*WORK INSTRUCTIONS*:
After locating the line containing "Detect all labels, symbols" in the entries below, please write out that line and the rest through the end exactly. Omit pictures.

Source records
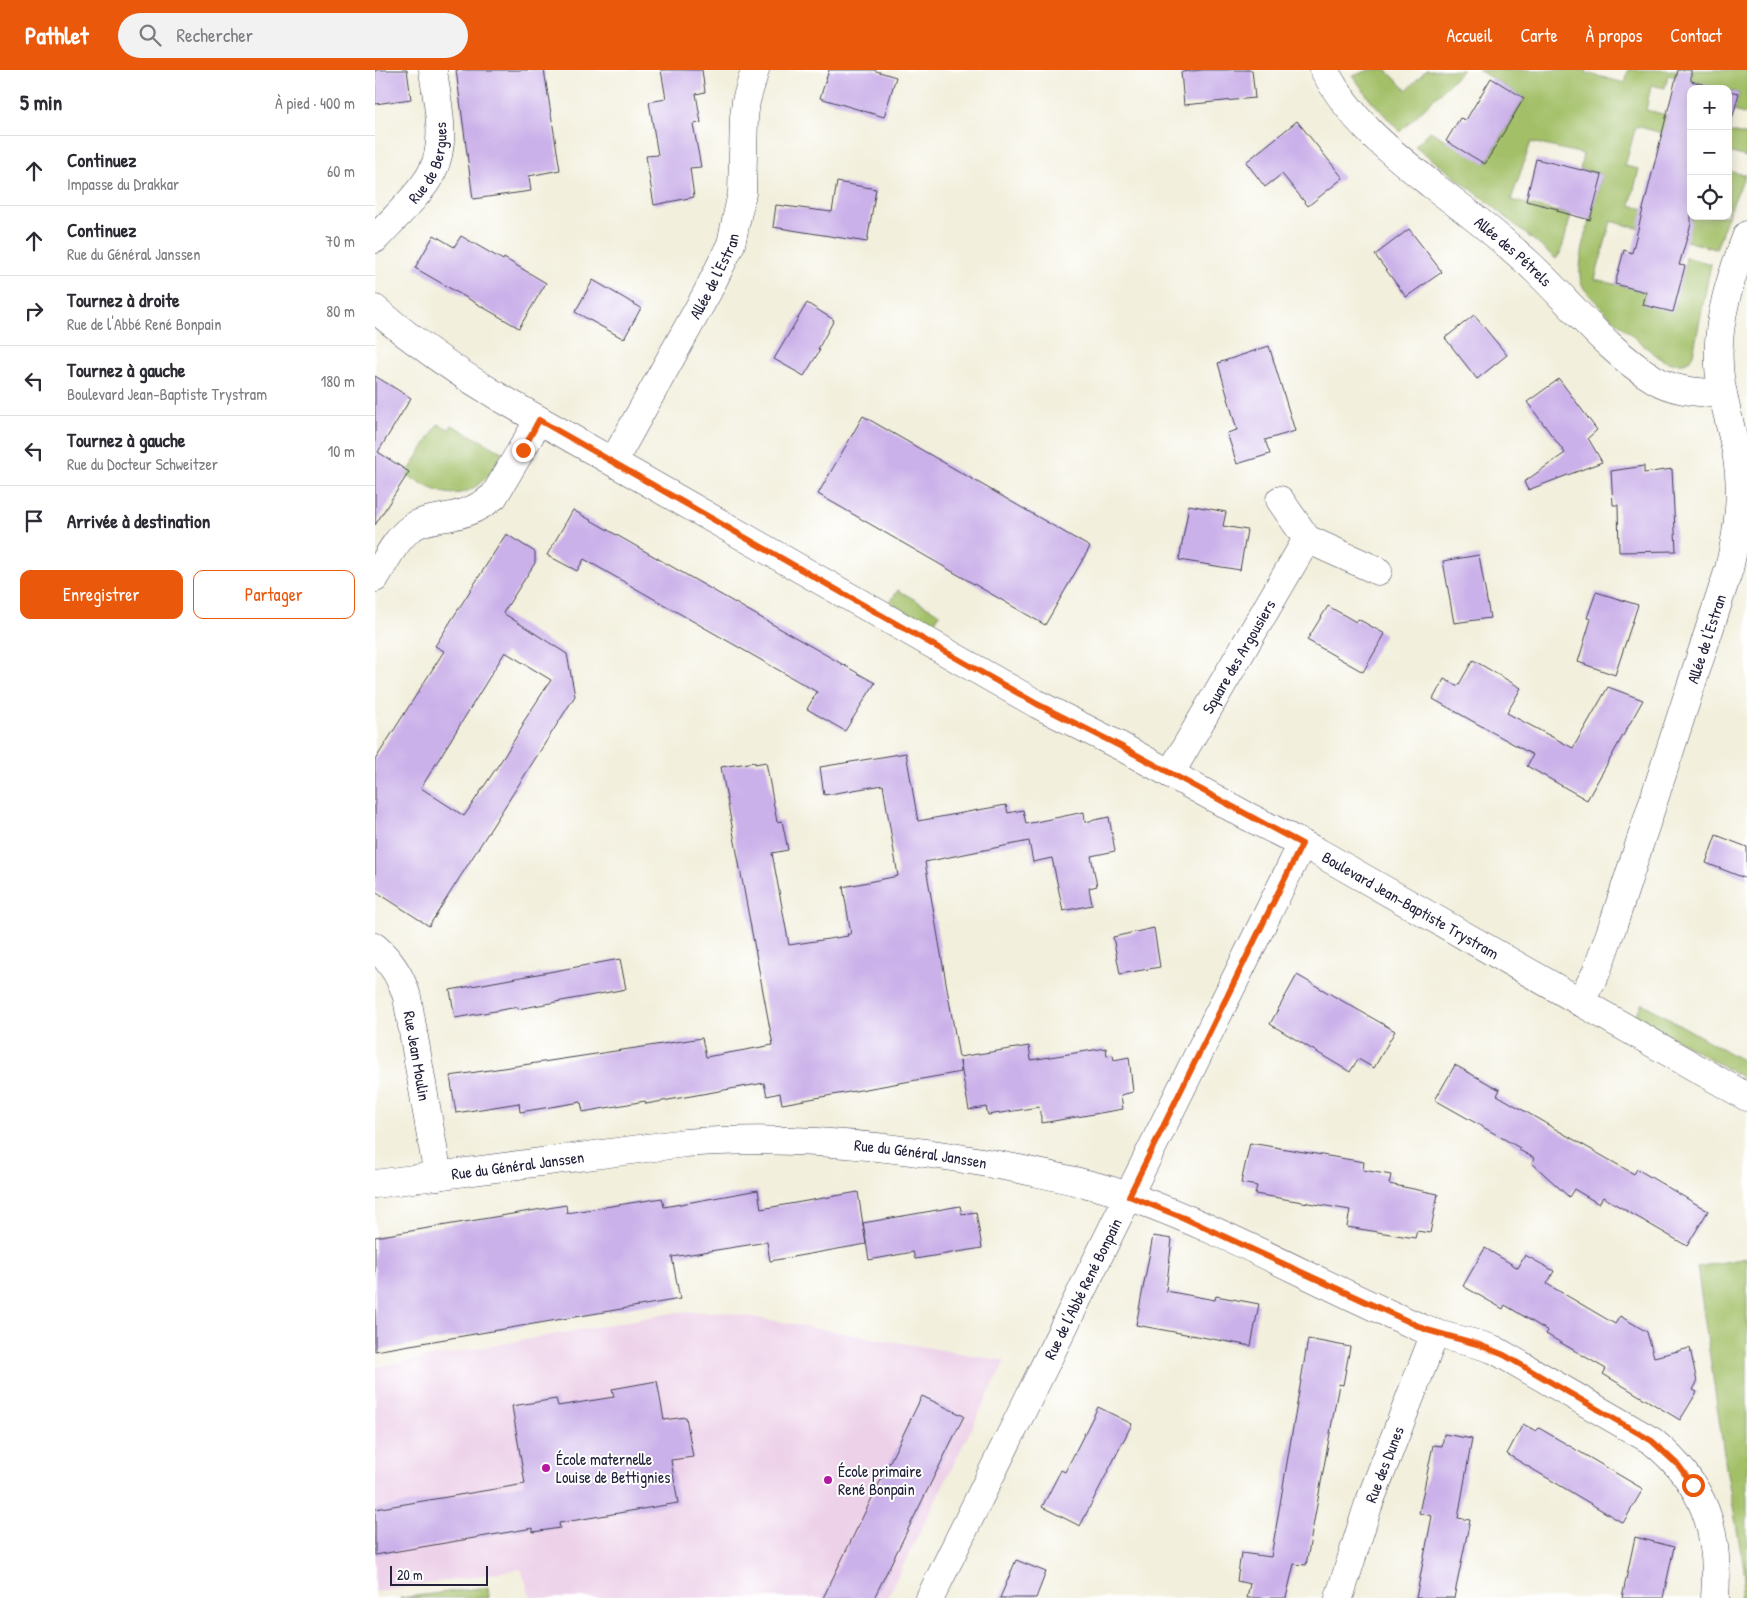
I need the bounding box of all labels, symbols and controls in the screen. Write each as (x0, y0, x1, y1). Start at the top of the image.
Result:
search box (118, 13, 468, 58)
text: Pathlet (25, 19, 88, 51)
icon: search (136, 21, 164, 49)
text: Rechercher (176, 22, 253, 48)
text: Accueil (1446, 23, 1492, 48)
text: Carte (1520, 23, 1558, 48)
text: À propos (1586, 23, 1642, 48)
text: Contact (1670, 23, 1722, 48)
map controls (1687, 85, 1732, 220)
button: + (1687, 85, 1732, 130)
text: 5 min (20, 88, 62, 117)
text: À pied · 400 m (275, 92, 355, 114)
street label: Rue de Bergues (403, 122, 451, 208)
button: − (1687, 130, 1732, 175)
text: Continuez (67, 147, 136, 173)
icon: ahead (20, 157, 48, 185)
text: 60 m (327, 160, 355, 182)
text: Impasse du Drakkar (67, 173, 179, 195)
button: locate (1687, 175, 1732, 220)
street label: Allée des Pétrels (1470, 211, 1557, 291)
text: Continuez (67, 217, 136, 243)
icon: ahead (20, 227, 48, 255)
text: 70 m (325, 230, 355, 252)
street label: Allée de l'Estran (684, 231, 744, 323)
text: Rue du Général Janssen (67, 243, 200, 265)
text: Tournez à droite (67, 287, 180, 313)
icon: right (20, 297, 48, 325)
text: 80 m (326, 300, 355, 322)
text: Rue de l'Abbé René Bonpain (67, 313, 222, 335)
text: Tournez à gauche (67, 357, 185, 383)
icon: left (20, 367, 48, 395)
text: 180 m (321, 370, 355, 392)
text: Boulevard Jean-Baptiste Trystram (67, 383, 267, 405)
text: Tournez à gauche (67, 427, 185, 453)
icon: left (20, 437, 48, 465)
route end (512, 439, 535, 462)
text: 10 m (327, 440, 355, 462)
text: Rue du Docteur Schweitzer (67, 453, 218, 475)
icon: arrive (20, 507, 48, 535)
text: Arrivée à destination (67, 508, 210, 534)
button: Enregistrer (20, 570, 183, 619)
button: Partager (193, 570, 355, 619)
street label: Allée de l'Estran (1681, 591, 1731, 686)
street label: Square des Argousiers (1197, 595, 1280, 718)
street label: Boulevard Jean-Baptiste Trystram (1318, 846, 1503, 964)
street label: Rue Jean Moulin (399, 1009, 436, 1102)
street label: Rue du Général Janssen (853, 1134, 989, 1174)
street label: Rue du Général Janssen (450, 1145, 585, 1185)
street label: Rue de l'Abbé René Bonpain (1039, 1214, 1127, 1363)
street label: Rue des Dunes (1359, 1423, 1409, 1506)
place label: École maternelle Louise de Bettignies (556, 1448, 670, 1488)
place label: École primaire René Bonpain (838, 1460, 923, 1500)
marker: École maternelle Louise de Bettignies (540, 1462, 552, 1474)
marker: École primaire René Bonpain (822, 1474, 834, 1486)
route start (1682, 1474, 1705, 1497)
scale bar (390, 1563, 487, 1586)
text: 20 m (397, 1565, 423, 1584)

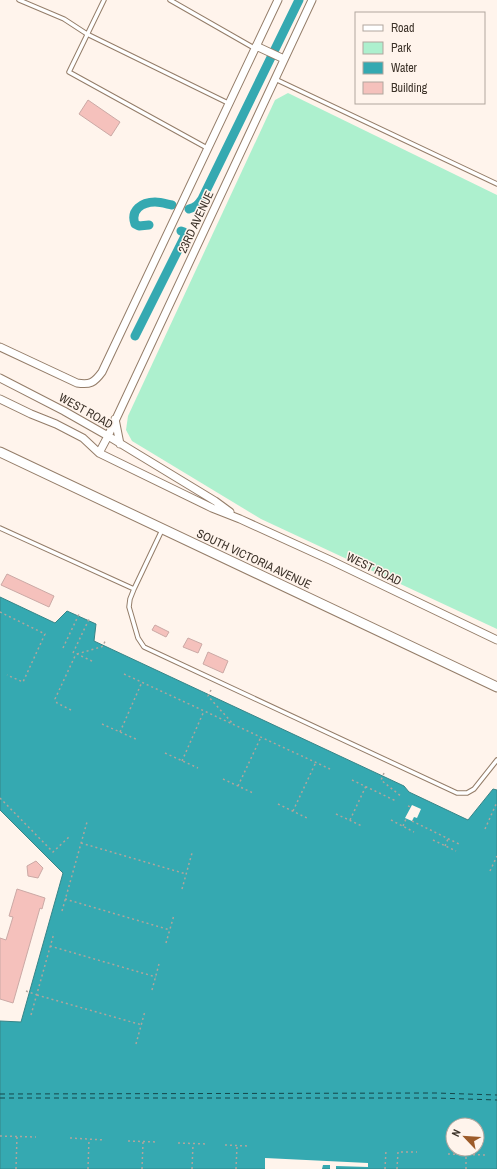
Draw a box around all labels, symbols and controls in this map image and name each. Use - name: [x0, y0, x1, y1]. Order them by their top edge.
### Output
- legend: [355, 12, 485, 104]
- text: Road: [391, 20, 415, 36]
- text: Park: [391, 40, 411, 56]
- text: Water: [391, 60, 418, 76]
- text: Building: [391, 80, 428, 96]
- street label: 23RD AVENUE: [175, 188, 217, 256]
- street label: WEST ROAD: [56, 390, 116, 432]
- street label: SOUTH VICTORIA AVENUE: [194, 525, 314, 593]
- street label: WEST ROAD: [344, 549, 404, 589]
- north arrow: [445, 1117, 485, 1157]
- text: N: [448, 1127, 464, 1139]

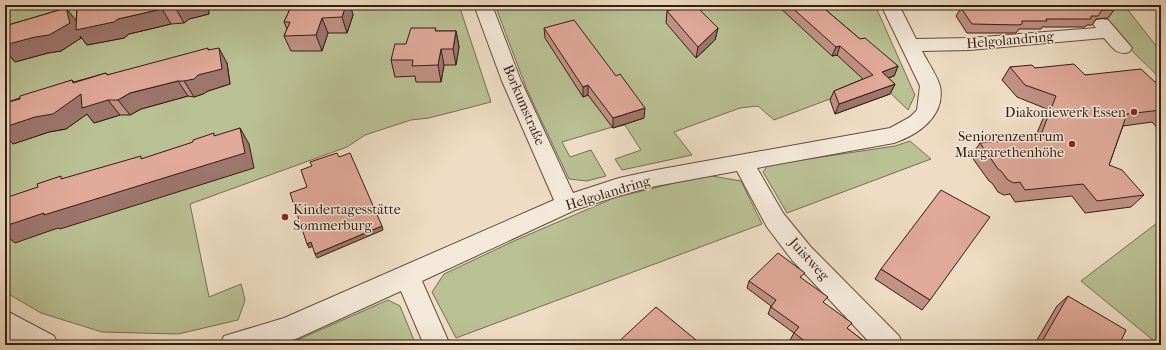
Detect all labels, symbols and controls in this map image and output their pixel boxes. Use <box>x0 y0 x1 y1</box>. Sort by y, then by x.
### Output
street label: Helgolandring <box>966 28 1055 52</box>
street label: Borkumstraße <box>499 62 549 148</box>
place label: Diakoniewerk Essen <box>1005 104 1126 121</box>
marker: Diakoniewerk Essen <box>1129 107 1139 117</box>
place label: Seniorenzentrum Margarethenhöhe <box>955 128 1064 161</box>
marker: Seniorenzentrum Margarethenhöhe <box>1067 139 1077 149</box>
street label: Helgolandring <box>564 172 653 214</box>
place label: Kindertagesstätte Sommerburg <box>293 201 401 234</box>
marker: Kindertagesstätte Sommerburg <box>280 212 290 222</box>
street label: Juistweg <box>785 233 833 284</box>

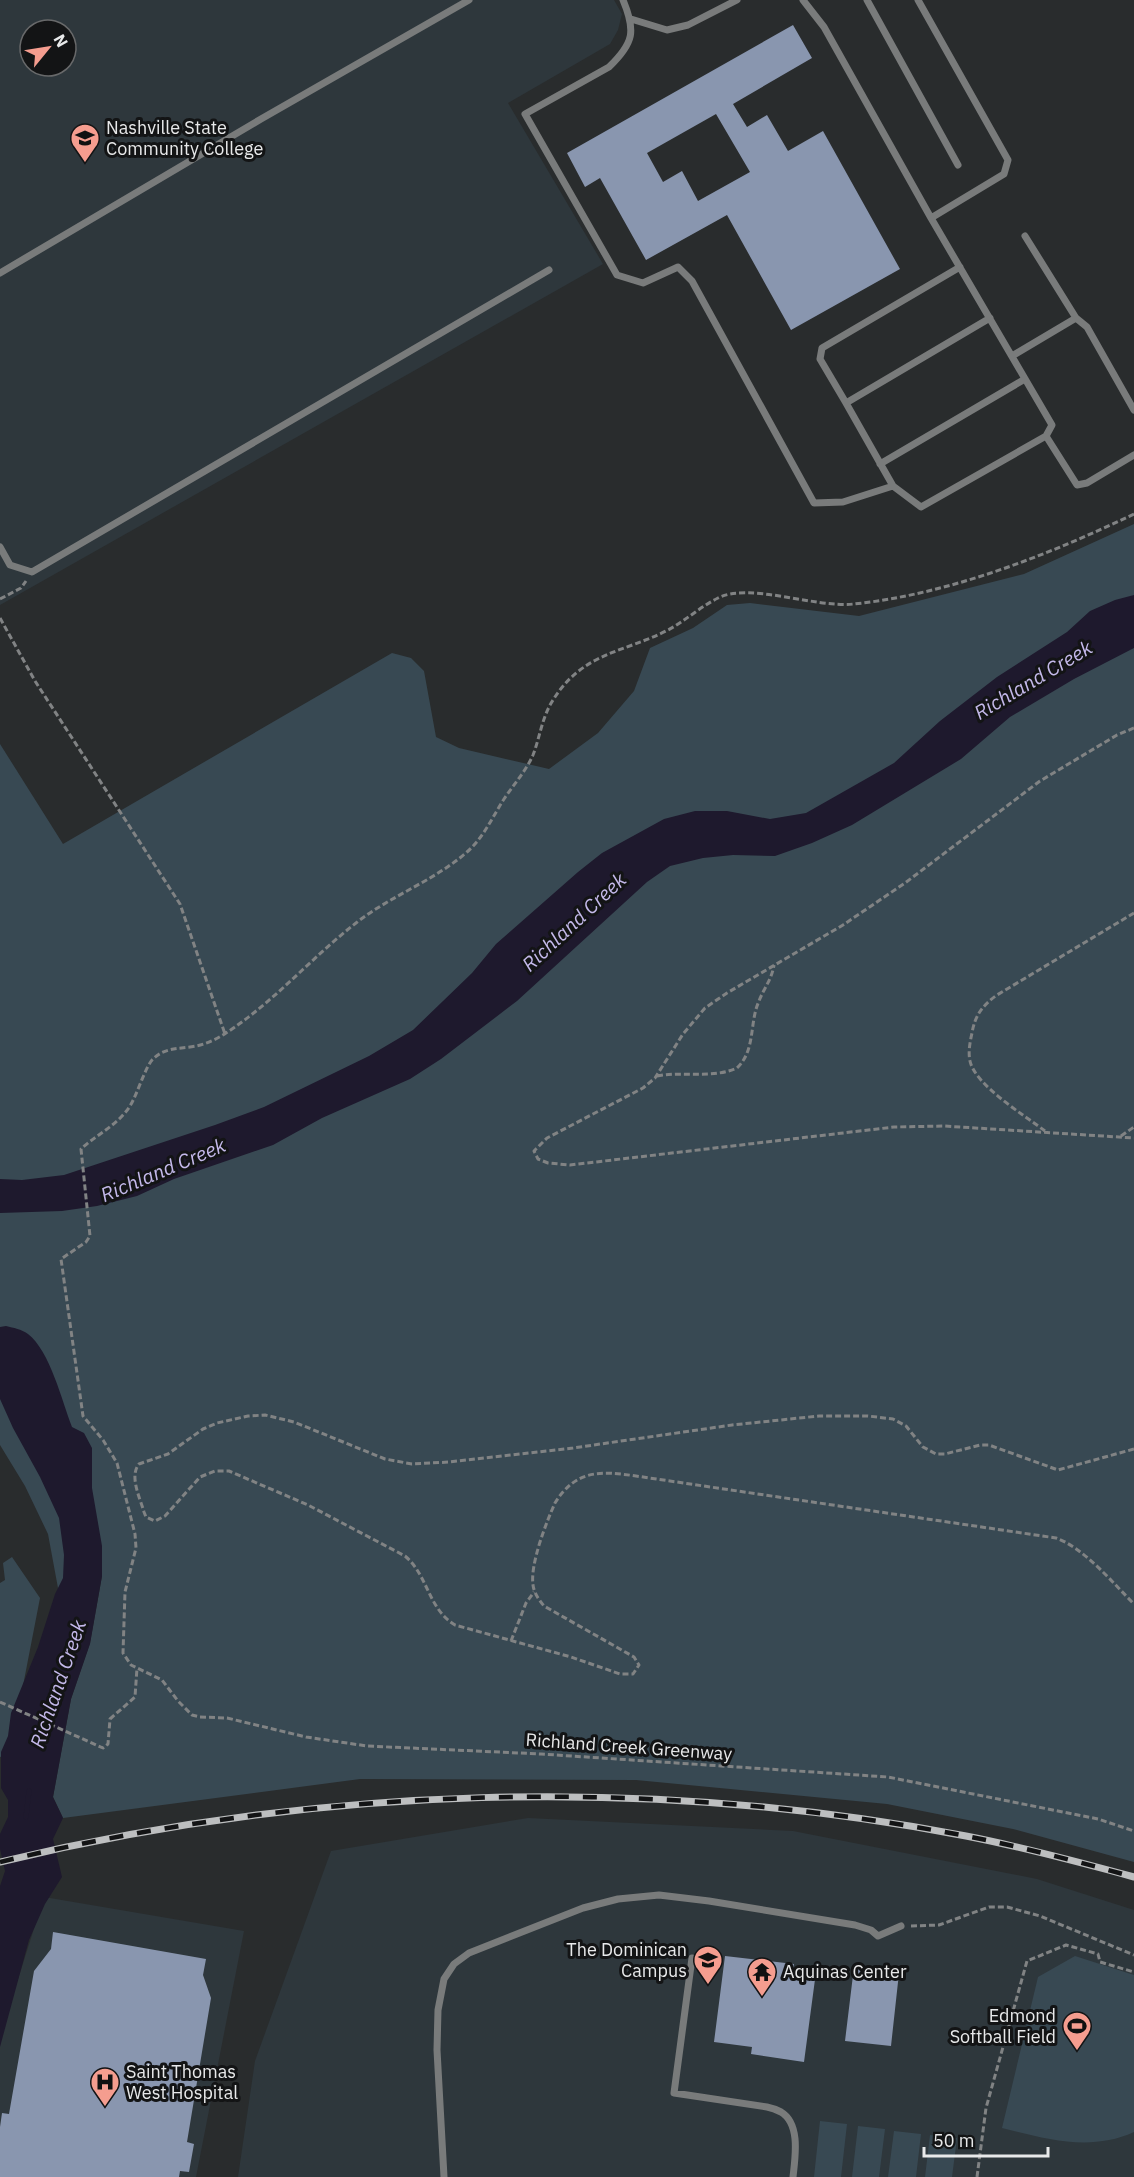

*PROBLEM SOLUTION*:
Detect all labels, symbols and controls in this map image and output their pixel boxes. Use <box>x0 y0 x1 y1</box>. Sort by y, then by x.
### Output
street label: Helgolandring <box>966 28 1055 52</box>
street label: Borkumstraße <box>499 62 549 148</box>
place label: Diakoniewerk Essen <box>1005 104 1126 121</box>
marker: Diakoniewerk Essen <box>1129 107 1139 117</box>
place label: Seniorenzentrum Margarethenhöhe <box>955 128 1064 161</box>
marker: Seniorenzentrum Margarethenhöhe <box>1067 139 1077 149</box>
street label: Helgolandring <box>564 172 653 214</box>
place label: Kindertagesstätte Sommerburg <box>293 201 401 234</box>
marker: Kindertagesstätte Sommerburg <box>280 212 290 222</box>
street label: Juistweg <box>785 233 833 284</box>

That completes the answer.